OPCs may even help us grow a thick head of hair, if the results of animal experiments apply to humans. Japanese researchers shaved mice and found that 40 percent of their hair grew back naturally. When a 1 percent solution of any of three proanthocyanidins was applied to the skin, however, between 70 and 80 percent of the hair grew back. Test tube studies confirm that OPCs actually stimulate the hair keratinocytes to produce three times more hair than the controls.
The health benefits of OPCs have prompted some researchers to suggest there should be an official recommended optimal intake. Doses used in many animal experiments are 100 mg/kg of body weight, which is equivalent to between 50 and 200 mg for the average adult, according to Bagchi. With the prevalence of refined foods today, our intake is much lower than the amount we likely evolved with, but there has been little attempt to quantify current OPC intake.
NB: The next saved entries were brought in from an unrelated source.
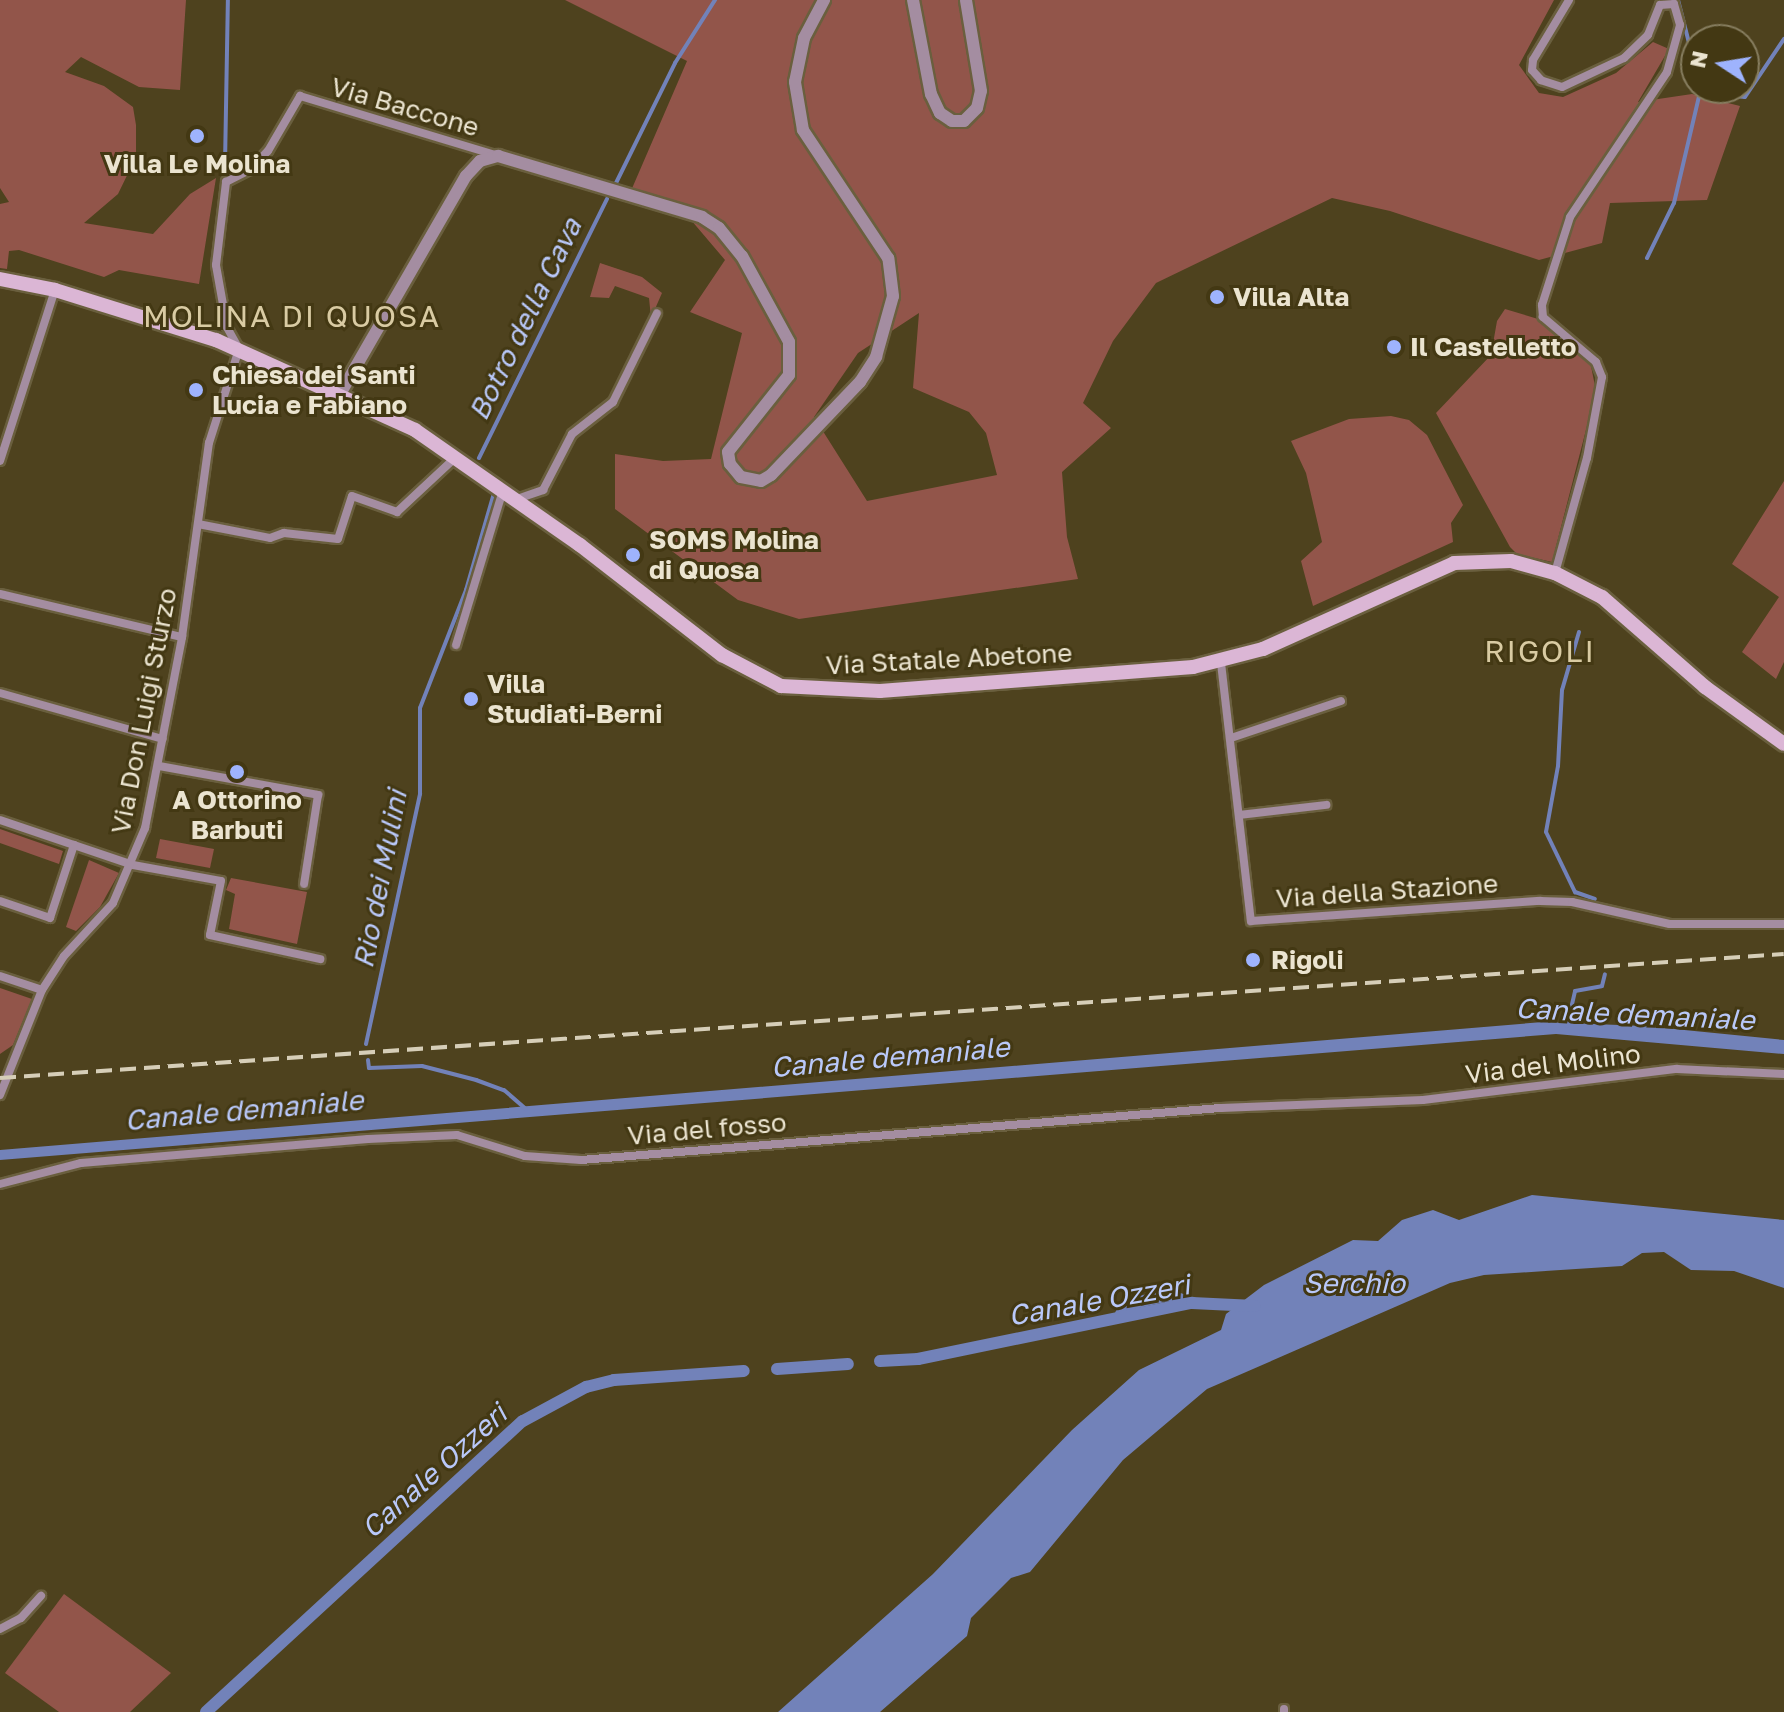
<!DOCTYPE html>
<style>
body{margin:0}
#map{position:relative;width:1784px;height:1712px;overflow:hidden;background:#4e421e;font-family:"Golos Text",sans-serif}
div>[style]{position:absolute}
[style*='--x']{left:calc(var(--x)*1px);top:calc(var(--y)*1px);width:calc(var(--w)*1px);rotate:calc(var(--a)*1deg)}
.green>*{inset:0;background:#92554a}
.water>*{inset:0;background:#7282b9}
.stream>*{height:4px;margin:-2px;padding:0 2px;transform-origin:2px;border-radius:2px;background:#7282b9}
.canal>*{height:12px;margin:-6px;padding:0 6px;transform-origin:6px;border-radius:6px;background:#7282b9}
.roads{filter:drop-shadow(2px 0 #6a5f3e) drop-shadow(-2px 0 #6a5f3e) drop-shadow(0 2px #6a5f3e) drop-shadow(0 -2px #6a5f3e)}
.minor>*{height:8px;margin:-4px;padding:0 4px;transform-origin:4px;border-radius:4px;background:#a48da1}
.tertiary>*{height:12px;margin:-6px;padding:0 6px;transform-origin:6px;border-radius:6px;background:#a48da1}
.secondary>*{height:14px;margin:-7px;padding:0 7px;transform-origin:7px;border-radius:7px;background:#dbb6d5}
.rail>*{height:4px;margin-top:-2px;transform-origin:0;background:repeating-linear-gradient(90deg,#d6ceb8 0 16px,transparent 0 24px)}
.dots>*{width:22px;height:22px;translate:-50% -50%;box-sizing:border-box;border:4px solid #433813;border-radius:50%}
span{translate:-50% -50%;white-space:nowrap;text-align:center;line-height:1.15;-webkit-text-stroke:6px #433813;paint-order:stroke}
.street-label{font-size:26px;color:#ebe4d0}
.poi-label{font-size:26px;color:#ebe4d0;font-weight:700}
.left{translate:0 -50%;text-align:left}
.water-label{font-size:28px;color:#b9c8f9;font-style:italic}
.quarter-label{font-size:30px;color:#d9cba3;letter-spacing:2px}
.north{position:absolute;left:1680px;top:24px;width:80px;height:80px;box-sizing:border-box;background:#433813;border:2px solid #867d5f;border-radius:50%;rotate:282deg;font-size:22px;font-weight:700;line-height:32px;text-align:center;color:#ebe4d0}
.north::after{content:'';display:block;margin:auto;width:28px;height:36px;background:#9eb3fd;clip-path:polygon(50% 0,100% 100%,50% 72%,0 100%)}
</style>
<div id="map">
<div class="green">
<div style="clip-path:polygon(0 0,186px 0,180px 90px,139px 87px,81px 57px,65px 72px,104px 86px,133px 107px,136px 125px,136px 157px,118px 194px,84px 223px,153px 234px,190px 194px,216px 178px,199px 284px,119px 270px,104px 277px,19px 250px,9px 251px,7px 269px,0 268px,0 204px,9px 202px,0 188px)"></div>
<div style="clip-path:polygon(evenodd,565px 0,1554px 0,1519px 65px,1539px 93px,1563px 97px,1616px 73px,1653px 42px,1669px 49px,1638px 102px,1692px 94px,1740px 106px,1707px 200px,1610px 203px,1602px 243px,1539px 260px,1390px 211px,1332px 198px,1156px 283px,1113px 341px,1083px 403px,1111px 428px,1062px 472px,1067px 537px,1078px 579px,799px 619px,738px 600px,615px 509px,615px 454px,663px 461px,711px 459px,742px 333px,690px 312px,725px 260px,691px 220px,627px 200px,687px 61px,565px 0,919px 313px,913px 388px,969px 412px,986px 433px,997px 475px,867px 501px,814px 417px,858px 353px,919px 313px)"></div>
<div style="clip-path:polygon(600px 263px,642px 277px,662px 293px,651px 318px,649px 298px,615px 286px,609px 298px,590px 297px)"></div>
<div style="clip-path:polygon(1505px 309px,1538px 319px,1590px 361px,1596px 391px,1552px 562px,1517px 554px,1510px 547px,1436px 413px,1491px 355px,1497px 321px)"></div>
<div style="clip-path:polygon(1391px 416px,1409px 420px,1427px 435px,1463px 505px,1451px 523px,1453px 542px,1313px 606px,1301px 561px,1322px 542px,1306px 473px,1291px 441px,1349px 419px)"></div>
<div style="clip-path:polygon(1784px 481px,1784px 662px,1776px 679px,1742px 652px,1779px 597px,1732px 564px)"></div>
<div style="clip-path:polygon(0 829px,63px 851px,59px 864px,0 843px)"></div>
<div style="clip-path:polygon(160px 839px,214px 849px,210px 868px,156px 858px)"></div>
<div style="clip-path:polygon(89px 860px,119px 873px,100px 907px,76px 931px,66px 927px)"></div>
<div style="clip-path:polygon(231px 878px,307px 892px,297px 944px,229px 929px,235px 894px,226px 890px)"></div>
<div style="clip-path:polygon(0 988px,32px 999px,13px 1045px,0 1054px)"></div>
<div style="clip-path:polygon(64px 1594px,171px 1673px,130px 1712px,59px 1712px,5px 1673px)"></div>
</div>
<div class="water">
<div style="clip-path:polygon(1543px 1022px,1644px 1026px,1784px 1040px,1784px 1054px,1556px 1034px,0 1160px,0 1150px)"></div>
<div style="clip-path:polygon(1532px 1195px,1784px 1220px,1784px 1288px,1734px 1271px,1691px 1270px,1664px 1252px,1642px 1253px,1622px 1266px,1484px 1275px,1450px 1283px,1207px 1389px,1123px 1460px,1030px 1572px,1011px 1578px,971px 1618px,967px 1636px,880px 1712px,778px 1712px,933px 1574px,1072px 1430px,1139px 1370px,1221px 1330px,1226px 1314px,1264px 1285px,1353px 1240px,1378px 1241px,1402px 1220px,1433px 1210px,1459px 1220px)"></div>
</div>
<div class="stream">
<div style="--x:1678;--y:0;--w:72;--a:75.6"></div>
<div style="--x:1703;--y:92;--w:42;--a:6.8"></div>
<div style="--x:1745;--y:97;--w:70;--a:-56.1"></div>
<div style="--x:225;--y:165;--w:165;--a:-89"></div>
<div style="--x:616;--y:183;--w:134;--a:-63.8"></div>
<div style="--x:675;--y:63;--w:75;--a:-57.6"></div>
<div style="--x:1647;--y:258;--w:61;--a:-63.9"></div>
<div style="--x:1674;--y:203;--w:118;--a:-76.8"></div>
<div style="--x:479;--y:458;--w:289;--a:-63.7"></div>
<div style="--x:1579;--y:632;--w:60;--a:106.3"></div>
<div style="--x:1562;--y:690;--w:76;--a:93"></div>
<div style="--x:1558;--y:766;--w:67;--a:100.3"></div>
<div style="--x:1546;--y:832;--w:67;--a:64.2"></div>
<div style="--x:1575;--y:892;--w:21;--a:19"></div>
<div style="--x:1567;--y:1026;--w:36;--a:-77"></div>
<div style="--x:1575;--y:991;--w:27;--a:-10"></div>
<div style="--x:1602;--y:986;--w:12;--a:-76"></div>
<div style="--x:366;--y:1044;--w:256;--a:-77.8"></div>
<div style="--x:420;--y:794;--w:86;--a:-90"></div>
<div style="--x:420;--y:708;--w:127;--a:-68.7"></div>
<div style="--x:466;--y:590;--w:101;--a:-73.9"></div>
<div style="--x:368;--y:1060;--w:8;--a:83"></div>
<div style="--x:369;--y:1068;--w:53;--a:-2.2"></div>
<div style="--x:422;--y:1066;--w:56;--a:14.5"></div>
<div style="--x:476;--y:1080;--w:30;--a:20"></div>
<div style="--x:504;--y:1090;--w:29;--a:41"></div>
</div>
<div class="canal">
<div style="--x:1121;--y:1314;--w:13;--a:-48"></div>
<div style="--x:1130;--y:1304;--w:39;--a:-13"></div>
<div style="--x:1168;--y:1295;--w:24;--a:19"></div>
<div style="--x:880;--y:1361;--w:38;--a:-3"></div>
<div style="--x:918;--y:1359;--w:280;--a:-11.6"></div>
<div style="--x:1192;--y:1303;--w:63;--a:2.7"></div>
<div style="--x:777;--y:1369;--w:71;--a:-4"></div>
<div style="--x:206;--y:1712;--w:430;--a:-42.6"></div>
<div style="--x:523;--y:1421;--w:72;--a:-28.4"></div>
<div style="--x:586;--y:1387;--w:29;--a:-14"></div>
<div style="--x:614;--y:1380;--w:130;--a:-4"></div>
</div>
<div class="roads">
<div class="minor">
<div style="--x:0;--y:461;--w:180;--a:-72.2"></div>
<div style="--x:517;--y:499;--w:28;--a:-19"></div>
<div style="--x:543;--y:490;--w:63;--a:-62.6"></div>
<div style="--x:572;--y:434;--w:52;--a:-38"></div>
<div style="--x:613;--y:402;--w:99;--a:-63.7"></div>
<div style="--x:198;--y:524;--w:73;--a:11"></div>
<div style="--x:270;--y:538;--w:15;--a:-20"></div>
<div style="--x:284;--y:533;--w:54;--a:6.3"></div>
<div style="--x:338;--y:539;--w:45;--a:-72"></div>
<div style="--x:352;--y:496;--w:48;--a:19.6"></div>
<div style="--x:397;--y:512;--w:81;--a:-43"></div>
<div style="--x:1555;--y:573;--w:119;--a:-74.5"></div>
<div style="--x:1587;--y:458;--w:82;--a:-79.5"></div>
<div style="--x:1602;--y:377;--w:16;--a:-112"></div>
<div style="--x:1596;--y:362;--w:70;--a:-139.7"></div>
<div style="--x:1543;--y:317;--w:12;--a:-95"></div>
<div style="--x:1542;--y:305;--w:92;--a:-72.3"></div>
<div style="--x:1570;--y:217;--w:174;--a:-56.2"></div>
<div style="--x:1667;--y:72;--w:49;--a:-74.5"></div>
<div style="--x:1680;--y:25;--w:22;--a:-106"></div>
<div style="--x:1674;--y:4;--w:14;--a:176"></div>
<div style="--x:1660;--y:5;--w:32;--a:112"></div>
<div style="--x:1648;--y:35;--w:33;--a:136"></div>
<div style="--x:1624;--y:58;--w:68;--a:154.9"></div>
<div style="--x:1562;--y:87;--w:22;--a:-162"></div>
<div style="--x:1541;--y:80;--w:13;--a:-132"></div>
<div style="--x:1532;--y:70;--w:10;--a:-84"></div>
<div style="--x:1533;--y:60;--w:70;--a:-59"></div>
<div style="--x:0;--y:594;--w:187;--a:13.3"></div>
<div style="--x:456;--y:645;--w:162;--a:-73.1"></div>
<div style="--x:1221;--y:663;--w:260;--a:83.4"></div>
<div style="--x:1251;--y:921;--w:290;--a:-4"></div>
<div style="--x:1540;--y:901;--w:32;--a:2"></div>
<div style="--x:1572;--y:902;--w:100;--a:12.7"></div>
<div style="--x:1670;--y:924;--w:114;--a:0"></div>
<div style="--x:0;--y:693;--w:169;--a:15.8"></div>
<div style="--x:1231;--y:738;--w:116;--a:-18.6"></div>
<div style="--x:159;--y:766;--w:162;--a:10.3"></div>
<div style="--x:318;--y:795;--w:90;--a:98.9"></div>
<div style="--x:1239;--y:815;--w:88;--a:-6.6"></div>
<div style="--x:0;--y:820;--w:140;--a:18.7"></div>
<div style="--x:133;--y:865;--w:89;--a:10.3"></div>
<div style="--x:221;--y:881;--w:55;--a:101.5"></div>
<div style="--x:210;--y:935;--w:113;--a:12.3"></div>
<div style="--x:0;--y:901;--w:53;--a:18.8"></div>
<div style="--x:50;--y:918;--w:77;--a:-71.8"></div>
<div style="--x:0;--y:976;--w:44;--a:18.4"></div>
<div style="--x:0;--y:1095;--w:113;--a:-68.2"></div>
<div style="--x:42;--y:990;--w:40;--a:-57.1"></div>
<div style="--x:64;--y:956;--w:72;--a:-47.2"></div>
<div style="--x:113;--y:903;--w:82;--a:-66.9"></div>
<div style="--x:145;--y:828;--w:195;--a:-79"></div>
<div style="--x:182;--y:637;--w:196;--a:-82.1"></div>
<div style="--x:209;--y:443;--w:99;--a:-72.3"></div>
<div style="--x:239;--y:349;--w:25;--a:-119"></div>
<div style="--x:227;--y:327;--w:63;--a:-100.1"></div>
<div style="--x:216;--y:265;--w:84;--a:-83.1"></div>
<div style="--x:226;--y:182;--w:27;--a:-27"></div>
<div style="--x:250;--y:170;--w:26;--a:-47"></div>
<div style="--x:268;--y:151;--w:64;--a:-59.8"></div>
<div style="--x:300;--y:96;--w:205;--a:16.8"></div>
<div style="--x:0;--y:1184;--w:84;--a:-14.5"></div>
<div style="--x:81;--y:1163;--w:288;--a:-4.8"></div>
<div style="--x:368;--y:1139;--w:89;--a:-2.6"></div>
<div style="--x:457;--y:1135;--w:71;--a:17.2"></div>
<div style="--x:525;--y:1156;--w:56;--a:4.1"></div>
<div style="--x:581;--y:1160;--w:642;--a:-4.65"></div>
<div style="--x:1221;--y:1108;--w:202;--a:-2.3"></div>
<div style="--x:1423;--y:1100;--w:256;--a:-7"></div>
<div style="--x:1677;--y:1069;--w:107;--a:2.7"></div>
<div style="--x:0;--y:1629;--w:24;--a:-28"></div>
<div style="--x:21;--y:1618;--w:30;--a:-48"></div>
<div style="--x:1284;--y:1712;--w:3;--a:-90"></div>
</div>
<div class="tertiary">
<div style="--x:913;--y:0;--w:96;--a:79.2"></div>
<div style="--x:931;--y:94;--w:21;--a:65"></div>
<div style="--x:940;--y:113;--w:14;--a:34"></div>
<div style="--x:952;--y:121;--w:12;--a:0"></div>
<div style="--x:964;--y:121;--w:18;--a:-45"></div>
<div style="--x:977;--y:108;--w:17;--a:-77"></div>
<div style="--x:981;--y:91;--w:92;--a:-99.4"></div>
<div style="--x:340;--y:394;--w:252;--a:-60"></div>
<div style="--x:466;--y:176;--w:21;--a:-47"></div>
<div style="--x:480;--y:161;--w:19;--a:-16"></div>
<div style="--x:498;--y:156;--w:213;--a:16.6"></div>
<div style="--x:702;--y:217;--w:20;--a:33"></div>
<div style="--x:719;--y:228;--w:36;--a:51"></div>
<div style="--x:742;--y:256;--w:98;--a:61.3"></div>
<div style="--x:789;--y:342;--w:33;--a:90"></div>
<div style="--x:789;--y:375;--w:98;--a:128.4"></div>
<div style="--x:728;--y:452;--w:12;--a:81"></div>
<div style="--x:730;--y:464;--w:17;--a:50"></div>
<div style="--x:741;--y:477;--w:20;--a:11"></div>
<div style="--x:761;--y:481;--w:12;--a:-31"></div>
<div style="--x:771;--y:475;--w:129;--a:-46.3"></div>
<div style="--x:860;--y:382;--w:30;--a:-57"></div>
<div style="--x:876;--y:357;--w:63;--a:-74.4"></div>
<div style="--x:893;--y:296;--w:38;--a:-97"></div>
<div style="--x:888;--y:258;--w:154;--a:-123.6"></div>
<div style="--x:803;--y:130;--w:49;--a:-99.5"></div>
<div style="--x:795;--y:82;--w:45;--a:-78.4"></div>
<div style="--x:804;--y:38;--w:43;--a:-62.2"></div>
</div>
<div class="secondary">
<div style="--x:0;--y:279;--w:56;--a:11.3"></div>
<div style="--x:55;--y:290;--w:169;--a:17.3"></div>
<div style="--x:216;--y:340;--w:218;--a:24.3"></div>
<div style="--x:415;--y:430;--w:201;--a:34.9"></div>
<div style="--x:580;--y:545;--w:180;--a:37.8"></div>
<div style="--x:722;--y:655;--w:67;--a:27.7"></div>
<div style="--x:781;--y:686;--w:99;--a:2.9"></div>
<div style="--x:880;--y:691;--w:314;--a:-4.4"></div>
<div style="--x:1193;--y:667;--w:72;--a:-14.4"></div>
<div style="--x:1263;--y:649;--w:209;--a:-24.2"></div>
<div style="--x:1454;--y:563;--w:57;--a:-2"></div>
<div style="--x:1511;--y:561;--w:46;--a:15.3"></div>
<div style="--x:1555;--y:573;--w:53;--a:27.1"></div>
<div style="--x:1602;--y:597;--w:137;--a:41.1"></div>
<div style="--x:1705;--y:687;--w:97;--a:35.8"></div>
</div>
</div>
<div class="rail">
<div style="--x:0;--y:1078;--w:1788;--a:-3.98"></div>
</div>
<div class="dots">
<div style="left:197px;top:136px;background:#9eb3fd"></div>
<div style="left:1217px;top:297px;background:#9eb3fd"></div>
<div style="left:1394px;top:347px;background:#9eb3fd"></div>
<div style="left:196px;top:390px;background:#9eb3fd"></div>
<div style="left:633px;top:555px;background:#9eb3fd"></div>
<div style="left:471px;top:699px;background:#9eb3fd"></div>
<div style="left:237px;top:772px;background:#9eb3fd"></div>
<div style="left:1253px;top:960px;background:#9eb3fd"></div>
</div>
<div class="street-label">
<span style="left:405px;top:107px;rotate:16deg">Via Baccone</span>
<span style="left:949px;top:659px;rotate:-3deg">Via Statale Abetone</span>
<span style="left:144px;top:711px;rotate:-79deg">Via Don Luigi Sturzo</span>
<span style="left:1387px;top:891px;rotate:-4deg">Via della Stazione</span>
<span style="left:1553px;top:1064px;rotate:-7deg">Via del Molino</span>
<span style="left:707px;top:1129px;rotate:-5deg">Via del fosso</span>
</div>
<div class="poi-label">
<span style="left:197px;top:164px">Villa Le Molina</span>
<span class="left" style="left:1233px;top:297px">Villa Alta</span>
<span class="left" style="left:1410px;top:347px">Il Castelletto</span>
<span class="left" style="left:212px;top:390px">Chiesa dei Santi<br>Lucia e Fabiano</span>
<span class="left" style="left:649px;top:555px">SOMS Molina<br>di Quosa</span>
<span class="left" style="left:487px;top:699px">Villa<br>Studiati-Berni</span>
<span style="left:237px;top:815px">A Ottorino<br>Barbuti</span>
<span class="left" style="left:1271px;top:960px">Rigoli</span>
</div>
<div class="water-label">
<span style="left:525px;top:319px;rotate:-64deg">Botro della Cava</span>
<span style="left:380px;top:879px;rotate:-79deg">Rio dei Mulini</span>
<span style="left:1635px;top:1014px;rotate:3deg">Canale demaniale</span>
<span style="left:890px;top:1057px;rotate:-5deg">Canale demaniale</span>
<span style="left:244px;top:1110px;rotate:-5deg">Canale demaniale</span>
<span style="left:1354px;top:1283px">Serchio</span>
<span style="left:1099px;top:1300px;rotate:-10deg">Canale Ozzeri</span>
<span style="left:434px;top:1471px;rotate:-42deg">Canale Ozzeri</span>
</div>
<div class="quarter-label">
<span style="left:292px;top:316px">MOLINA DI QUOSA</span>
<span style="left:1540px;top:651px">RIGOLI</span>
</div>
<div class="north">N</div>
</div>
However according to Corder, one glass per day of procyanidin rich red wine provides cardiovascular benefits. This has been the experience of New Zealand consumers of the wines from south west France. Those wines, which have been tested for the procyanidin content, have up to 330 mg per 125ml serving.
While there is more research to be undertaken the evidence mounts for the healthy benefits of procyanidin. The good news is that procyanidins are abundantly available in various food types without waiting for the processes of commercial certification to be completed. To emphasize – procyanidins are available in beneficial doses naturally. Unnaturally high and unproven to be safe doses are not required with procyanidin.